Material for this task
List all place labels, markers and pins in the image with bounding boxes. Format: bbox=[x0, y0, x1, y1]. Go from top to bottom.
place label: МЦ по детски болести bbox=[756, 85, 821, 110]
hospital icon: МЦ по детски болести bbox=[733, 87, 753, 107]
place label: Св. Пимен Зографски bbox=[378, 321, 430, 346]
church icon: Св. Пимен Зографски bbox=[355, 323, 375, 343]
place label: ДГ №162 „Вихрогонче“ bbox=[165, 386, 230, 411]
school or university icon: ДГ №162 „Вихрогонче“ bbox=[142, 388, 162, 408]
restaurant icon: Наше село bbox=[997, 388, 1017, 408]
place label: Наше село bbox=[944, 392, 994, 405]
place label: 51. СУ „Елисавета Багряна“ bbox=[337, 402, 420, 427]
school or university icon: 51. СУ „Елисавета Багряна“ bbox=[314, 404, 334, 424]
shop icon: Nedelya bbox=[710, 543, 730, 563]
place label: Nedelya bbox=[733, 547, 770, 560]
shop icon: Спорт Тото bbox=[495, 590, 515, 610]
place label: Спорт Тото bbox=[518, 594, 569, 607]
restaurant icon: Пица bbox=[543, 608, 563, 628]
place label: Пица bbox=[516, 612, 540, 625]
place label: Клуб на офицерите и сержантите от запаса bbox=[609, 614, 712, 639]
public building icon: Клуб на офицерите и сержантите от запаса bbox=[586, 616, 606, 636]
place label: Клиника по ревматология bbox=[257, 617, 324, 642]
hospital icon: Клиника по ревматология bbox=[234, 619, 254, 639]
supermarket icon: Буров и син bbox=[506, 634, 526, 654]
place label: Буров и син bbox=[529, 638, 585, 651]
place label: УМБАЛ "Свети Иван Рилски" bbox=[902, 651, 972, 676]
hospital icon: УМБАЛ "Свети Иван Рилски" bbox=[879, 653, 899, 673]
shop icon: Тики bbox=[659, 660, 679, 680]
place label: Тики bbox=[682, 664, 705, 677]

What the task asks
Using the material above, return each line in which the word "Пица" occurs.

Answer box
restaurant icon: Пица bbox=[543, 608, 563, 628]
place label: Пица bbox=[516, 612, 540, 625]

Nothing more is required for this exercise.